Which may leave some diners, well, a little hungrier than others. While all of Organixx's sandwiches cost $9, some are a little less generously proportioned. Eyeing the egg salad? You'll get an eight-ounce scoop. But order the rock shrimp salad and your filling weighs only five. (The reason? Moll's firm suggests that each dish cost between 22 to 30 percent of what it ends up selling for—and eggs are cheaper than shrimp.) Erwin Chang, the owner of Organixx, acknowledges "it's a very delicate decision" to change the portions, but it's not hard to see his point of view as he describes the challenges of running a restaurant in this economic climate — especially when all those organic ingredients and other green touches come at a premium.

And hey, at least he's not holding back on the water. That's a strategy Moll recommended to another of his clients, Mici Handcrafted Italian, a cheerful, contemporary joint half a mile down the road from Organixx. Eager to expand to a second location, this family-owned pasta and pizza eatery hired National Restaurant Consultants to help shave operating costs. But Mici's owners were loath to change or cut back on menu items like its famed hand-rolled meatballs, so Moll had to turn to the eatery's beverage lineup to find savings.

In addition to tweaking Mici's wine list, Moll came up with a 10-point game plan for fountain drinks. Selling some 13,000 units a year, sodas still weren't delivering any profit, according to co-owner Michael Miceli — even though they typically cost the restaurant only a dime a glass. Some of the most effective moves Moll recommended include cutting out the middleman syrup supplier and offering only one size drink instead of three. Goodbye, costly cups.
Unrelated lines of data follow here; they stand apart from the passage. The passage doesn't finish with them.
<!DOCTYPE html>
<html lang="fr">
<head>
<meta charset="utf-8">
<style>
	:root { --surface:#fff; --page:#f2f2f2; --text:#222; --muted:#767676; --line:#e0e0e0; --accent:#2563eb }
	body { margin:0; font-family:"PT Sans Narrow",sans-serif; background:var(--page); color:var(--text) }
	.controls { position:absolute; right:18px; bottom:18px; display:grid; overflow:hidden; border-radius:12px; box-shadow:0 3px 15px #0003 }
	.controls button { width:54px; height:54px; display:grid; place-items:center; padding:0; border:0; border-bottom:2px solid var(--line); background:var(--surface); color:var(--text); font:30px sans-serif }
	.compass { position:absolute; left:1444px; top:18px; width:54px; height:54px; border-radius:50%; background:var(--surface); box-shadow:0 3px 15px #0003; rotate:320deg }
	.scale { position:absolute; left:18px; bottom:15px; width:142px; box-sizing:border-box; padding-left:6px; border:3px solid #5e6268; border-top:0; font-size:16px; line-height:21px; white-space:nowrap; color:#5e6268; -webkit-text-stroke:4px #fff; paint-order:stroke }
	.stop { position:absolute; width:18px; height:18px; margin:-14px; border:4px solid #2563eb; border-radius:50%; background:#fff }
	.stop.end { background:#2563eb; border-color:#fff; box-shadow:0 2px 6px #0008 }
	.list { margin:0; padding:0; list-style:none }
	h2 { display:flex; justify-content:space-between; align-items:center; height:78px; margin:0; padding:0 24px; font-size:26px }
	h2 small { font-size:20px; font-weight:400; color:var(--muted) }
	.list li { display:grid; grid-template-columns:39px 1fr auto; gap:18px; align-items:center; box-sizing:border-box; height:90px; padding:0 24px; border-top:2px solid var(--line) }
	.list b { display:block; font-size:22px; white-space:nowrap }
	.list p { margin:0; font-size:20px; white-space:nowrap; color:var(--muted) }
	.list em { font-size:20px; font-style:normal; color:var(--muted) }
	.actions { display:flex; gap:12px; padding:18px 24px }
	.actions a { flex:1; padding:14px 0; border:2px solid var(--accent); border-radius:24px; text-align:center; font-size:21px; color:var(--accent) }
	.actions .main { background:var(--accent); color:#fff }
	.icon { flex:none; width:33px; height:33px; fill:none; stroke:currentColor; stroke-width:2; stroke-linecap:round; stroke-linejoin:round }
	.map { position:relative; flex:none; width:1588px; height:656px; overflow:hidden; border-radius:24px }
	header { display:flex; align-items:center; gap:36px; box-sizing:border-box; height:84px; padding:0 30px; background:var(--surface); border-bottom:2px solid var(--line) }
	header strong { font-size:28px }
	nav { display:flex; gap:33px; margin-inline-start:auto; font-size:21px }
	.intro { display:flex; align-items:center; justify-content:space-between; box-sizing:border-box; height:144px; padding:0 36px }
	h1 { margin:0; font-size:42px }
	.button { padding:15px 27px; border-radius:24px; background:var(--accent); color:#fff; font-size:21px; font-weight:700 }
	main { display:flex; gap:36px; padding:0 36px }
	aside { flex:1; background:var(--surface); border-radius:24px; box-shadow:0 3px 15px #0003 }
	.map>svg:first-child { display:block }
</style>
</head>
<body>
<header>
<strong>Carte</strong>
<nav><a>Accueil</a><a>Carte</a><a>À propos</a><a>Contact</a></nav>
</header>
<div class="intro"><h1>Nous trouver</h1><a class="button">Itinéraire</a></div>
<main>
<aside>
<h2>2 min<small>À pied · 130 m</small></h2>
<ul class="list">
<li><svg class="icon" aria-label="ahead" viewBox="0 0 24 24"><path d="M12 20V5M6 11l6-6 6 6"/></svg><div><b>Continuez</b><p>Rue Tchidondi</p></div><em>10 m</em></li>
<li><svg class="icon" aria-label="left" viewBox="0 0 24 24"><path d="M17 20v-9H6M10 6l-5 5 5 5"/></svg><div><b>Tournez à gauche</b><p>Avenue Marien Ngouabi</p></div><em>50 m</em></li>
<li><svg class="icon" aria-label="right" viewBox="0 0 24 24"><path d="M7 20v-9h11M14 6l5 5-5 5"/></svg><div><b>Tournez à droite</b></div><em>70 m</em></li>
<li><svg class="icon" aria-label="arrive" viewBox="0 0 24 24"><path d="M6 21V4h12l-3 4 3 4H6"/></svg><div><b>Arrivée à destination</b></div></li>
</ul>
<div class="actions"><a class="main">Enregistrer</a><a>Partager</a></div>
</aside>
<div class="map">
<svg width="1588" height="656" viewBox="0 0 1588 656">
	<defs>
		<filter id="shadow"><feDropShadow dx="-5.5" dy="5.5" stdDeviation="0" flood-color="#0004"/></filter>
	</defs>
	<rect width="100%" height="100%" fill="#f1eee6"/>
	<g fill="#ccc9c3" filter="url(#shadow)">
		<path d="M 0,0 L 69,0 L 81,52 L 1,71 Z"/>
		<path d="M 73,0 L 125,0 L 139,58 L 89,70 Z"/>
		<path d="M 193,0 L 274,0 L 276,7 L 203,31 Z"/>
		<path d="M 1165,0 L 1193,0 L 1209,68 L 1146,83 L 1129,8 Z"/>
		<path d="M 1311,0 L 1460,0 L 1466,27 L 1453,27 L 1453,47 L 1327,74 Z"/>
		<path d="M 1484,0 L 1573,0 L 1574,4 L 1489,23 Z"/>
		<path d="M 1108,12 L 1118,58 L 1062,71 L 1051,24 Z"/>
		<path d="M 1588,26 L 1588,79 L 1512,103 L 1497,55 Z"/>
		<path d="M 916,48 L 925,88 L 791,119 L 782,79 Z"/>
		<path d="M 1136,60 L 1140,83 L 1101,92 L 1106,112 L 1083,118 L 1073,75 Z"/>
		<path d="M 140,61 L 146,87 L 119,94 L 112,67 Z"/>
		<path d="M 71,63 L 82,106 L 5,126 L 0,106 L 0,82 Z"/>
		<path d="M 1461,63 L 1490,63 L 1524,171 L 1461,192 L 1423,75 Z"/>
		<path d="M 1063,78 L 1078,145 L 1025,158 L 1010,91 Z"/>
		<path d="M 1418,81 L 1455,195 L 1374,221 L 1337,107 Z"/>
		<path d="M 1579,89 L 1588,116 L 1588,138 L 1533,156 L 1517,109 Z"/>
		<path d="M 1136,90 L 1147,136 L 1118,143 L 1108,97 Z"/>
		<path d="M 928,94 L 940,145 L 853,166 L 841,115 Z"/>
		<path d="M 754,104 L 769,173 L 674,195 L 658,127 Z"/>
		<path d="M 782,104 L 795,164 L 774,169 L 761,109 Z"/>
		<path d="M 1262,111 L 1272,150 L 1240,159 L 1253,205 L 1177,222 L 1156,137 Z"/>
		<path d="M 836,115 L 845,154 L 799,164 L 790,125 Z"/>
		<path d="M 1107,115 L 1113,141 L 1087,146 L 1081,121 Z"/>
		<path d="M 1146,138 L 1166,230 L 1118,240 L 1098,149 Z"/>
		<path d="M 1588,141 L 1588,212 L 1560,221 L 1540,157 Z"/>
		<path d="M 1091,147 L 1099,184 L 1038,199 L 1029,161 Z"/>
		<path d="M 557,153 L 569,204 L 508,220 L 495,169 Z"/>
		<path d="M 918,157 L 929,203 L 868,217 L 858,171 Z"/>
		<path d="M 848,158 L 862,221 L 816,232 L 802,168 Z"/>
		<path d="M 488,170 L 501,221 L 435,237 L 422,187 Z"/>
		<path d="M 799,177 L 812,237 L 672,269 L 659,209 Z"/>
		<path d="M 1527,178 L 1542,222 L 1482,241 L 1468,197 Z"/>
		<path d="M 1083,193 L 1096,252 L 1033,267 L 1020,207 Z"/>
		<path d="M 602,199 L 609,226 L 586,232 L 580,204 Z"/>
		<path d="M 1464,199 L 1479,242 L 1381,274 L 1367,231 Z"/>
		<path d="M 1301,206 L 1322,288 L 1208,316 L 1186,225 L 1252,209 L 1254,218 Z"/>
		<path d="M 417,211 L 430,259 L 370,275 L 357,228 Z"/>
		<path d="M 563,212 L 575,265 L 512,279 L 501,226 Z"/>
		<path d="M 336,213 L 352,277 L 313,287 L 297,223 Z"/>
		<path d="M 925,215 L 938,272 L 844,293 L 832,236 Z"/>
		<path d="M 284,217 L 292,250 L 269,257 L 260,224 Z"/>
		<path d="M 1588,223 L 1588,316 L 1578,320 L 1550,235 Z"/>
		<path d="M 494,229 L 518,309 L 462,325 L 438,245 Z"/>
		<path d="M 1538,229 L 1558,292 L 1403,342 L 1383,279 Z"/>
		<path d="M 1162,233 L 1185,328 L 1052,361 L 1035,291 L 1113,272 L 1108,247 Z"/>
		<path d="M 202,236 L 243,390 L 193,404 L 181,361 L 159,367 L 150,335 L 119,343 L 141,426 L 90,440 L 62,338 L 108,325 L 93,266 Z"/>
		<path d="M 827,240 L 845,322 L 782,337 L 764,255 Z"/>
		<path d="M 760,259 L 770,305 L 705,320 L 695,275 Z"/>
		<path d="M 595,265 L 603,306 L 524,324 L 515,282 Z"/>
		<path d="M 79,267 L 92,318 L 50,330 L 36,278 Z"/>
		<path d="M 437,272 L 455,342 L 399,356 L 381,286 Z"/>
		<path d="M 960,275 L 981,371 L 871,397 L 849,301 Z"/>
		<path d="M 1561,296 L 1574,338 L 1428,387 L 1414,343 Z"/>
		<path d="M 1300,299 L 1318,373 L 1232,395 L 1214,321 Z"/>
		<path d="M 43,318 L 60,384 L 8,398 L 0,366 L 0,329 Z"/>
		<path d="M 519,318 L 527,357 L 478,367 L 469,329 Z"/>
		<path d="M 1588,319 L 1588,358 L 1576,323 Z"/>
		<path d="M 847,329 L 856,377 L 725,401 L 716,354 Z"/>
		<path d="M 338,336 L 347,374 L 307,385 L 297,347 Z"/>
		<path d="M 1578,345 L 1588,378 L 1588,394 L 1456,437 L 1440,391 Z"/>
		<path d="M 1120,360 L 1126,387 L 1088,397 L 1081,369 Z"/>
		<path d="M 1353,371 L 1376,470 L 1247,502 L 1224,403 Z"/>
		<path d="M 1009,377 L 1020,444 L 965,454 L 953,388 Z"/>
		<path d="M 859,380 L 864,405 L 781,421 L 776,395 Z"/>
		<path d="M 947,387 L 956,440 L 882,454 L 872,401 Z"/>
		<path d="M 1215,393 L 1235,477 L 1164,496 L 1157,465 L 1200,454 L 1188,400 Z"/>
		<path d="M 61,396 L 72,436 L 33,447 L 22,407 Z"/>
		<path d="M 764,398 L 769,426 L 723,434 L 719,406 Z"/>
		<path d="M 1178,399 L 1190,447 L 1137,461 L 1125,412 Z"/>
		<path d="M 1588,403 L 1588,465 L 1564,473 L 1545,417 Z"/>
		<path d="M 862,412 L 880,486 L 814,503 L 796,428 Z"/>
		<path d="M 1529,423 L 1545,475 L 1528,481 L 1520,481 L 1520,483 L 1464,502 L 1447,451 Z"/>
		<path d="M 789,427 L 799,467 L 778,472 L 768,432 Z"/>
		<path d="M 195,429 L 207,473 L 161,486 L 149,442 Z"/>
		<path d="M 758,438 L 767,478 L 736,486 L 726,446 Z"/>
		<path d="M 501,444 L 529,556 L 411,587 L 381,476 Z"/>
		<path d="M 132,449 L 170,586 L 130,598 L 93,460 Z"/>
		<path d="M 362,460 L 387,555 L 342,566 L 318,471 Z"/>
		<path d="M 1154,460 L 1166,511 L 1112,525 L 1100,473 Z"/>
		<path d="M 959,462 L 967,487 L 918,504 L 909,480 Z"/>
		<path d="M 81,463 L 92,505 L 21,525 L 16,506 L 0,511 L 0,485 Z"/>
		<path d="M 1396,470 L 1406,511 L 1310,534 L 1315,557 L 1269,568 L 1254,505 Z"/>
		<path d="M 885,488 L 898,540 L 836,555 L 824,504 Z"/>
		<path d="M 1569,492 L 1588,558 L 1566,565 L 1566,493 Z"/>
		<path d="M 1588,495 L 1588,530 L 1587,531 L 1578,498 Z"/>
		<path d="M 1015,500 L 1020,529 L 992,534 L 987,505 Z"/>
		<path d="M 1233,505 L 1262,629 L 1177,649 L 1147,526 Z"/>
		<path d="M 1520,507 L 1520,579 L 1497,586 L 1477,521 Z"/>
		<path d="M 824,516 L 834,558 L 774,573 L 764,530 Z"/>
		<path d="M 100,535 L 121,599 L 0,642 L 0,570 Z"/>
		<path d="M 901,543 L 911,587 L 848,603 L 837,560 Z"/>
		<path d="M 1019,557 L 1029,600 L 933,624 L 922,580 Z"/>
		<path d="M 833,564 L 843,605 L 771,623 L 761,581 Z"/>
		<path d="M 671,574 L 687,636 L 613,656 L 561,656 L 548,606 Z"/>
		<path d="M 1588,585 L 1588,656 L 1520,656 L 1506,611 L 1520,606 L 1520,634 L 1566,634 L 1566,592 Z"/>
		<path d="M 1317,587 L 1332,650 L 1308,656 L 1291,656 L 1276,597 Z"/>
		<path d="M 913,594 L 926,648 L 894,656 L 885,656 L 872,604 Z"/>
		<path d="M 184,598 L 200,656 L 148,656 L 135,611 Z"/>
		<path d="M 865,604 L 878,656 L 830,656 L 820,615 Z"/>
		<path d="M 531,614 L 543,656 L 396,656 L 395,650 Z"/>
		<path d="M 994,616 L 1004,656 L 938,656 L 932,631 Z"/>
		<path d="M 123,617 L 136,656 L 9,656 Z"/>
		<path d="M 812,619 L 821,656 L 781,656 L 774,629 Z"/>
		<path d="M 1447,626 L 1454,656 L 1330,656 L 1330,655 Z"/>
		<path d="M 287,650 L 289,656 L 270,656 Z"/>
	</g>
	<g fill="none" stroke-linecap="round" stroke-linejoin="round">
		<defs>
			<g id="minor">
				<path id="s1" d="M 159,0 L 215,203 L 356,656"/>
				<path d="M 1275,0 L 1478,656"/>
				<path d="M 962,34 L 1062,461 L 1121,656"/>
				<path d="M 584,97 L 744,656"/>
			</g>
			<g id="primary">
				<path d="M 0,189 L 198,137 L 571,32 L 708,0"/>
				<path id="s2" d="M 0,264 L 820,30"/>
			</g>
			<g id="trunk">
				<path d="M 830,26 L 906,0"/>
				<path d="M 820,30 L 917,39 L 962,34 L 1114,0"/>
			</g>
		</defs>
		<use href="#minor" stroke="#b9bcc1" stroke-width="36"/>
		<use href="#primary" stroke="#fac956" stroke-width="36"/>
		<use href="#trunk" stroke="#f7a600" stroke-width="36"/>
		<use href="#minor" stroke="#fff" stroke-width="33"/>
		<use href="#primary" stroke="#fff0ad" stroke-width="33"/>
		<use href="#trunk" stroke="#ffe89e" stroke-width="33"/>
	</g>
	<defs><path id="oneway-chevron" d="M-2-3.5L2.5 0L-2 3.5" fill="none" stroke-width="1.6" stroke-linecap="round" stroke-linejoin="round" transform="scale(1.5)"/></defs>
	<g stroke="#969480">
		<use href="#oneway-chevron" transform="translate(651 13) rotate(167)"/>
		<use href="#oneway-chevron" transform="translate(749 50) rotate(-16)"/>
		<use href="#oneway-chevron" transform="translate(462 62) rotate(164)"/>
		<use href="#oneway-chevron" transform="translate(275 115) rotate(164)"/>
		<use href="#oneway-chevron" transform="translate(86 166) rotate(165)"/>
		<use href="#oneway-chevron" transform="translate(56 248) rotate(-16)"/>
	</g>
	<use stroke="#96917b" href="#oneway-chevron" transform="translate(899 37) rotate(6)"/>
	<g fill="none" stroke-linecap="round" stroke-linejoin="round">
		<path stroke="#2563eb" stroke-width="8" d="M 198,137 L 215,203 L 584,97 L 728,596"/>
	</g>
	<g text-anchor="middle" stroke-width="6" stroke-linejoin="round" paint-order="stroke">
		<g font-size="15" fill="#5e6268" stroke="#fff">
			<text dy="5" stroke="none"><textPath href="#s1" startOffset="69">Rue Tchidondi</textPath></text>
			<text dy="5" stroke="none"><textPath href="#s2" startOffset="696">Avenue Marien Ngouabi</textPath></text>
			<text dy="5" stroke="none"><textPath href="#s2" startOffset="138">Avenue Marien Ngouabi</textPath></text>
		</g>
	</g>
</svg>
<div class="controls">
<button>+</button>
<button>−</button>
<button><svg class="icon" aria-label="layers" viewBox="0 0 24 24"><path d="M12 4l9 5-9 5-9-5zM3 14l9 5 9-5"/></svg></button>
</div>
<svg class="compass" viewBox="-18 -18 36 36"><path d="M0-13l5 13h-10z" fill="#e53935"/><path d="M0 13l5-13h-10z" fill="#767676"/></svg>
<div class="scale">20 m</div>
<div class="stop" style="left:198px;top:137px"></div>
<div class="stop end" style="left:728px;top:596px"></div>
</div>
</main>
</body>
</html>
But one tip comes with a spritz of controversy: Don't automatically serve patrons water, so they're more likely to order soda, beer or wine. Helen Rosner, who blogs about the restaurant industry at MenuPages.com, calls the practice "one of the craftiest I've heard of"—and says she's seeing more eateries do it. Victor Gielisse of Culinary Institute of America, on the other hand, calls it "the socially responsible thing to do given our environment today." For his part, Miceli simply says, "We ask them what they want to drink. If they want water, we give water." It certainly hasn't hurt the bottom line; implementing this and other tips from Moll's 32-page "operations analysis" has goosed revenue by 50 percent a week. In the world of kitchen cost cutting, that's more than a few pennies.

c1ue
10-09-09, 01:24 PM
They left out what I call the 'Olive Garden' strategy: 2-2 ounce chicken breasts on a pound of pasta.

FRED
01-06-10, 02:54 PM
Our Dec. 2008 forecast:

By Q4 2009, and Q1 2010 at the latest, pricing power will return to surviving retailers. We will see lower quality products and fewer discounts, followed by rising prices.

Actual:

Clothing Sales Sagged in December (http://online.wsj.com/article/SB20001424052748703436504574640611592478386.html#m od=todays_us_nonsub_section_b)
Dec. 6, 2009 (WSJ)

Clothing stores and department stores discounted less and sold fewer items last month, a combination that undercut sales but will likely translate into higher fourth-quarter profits.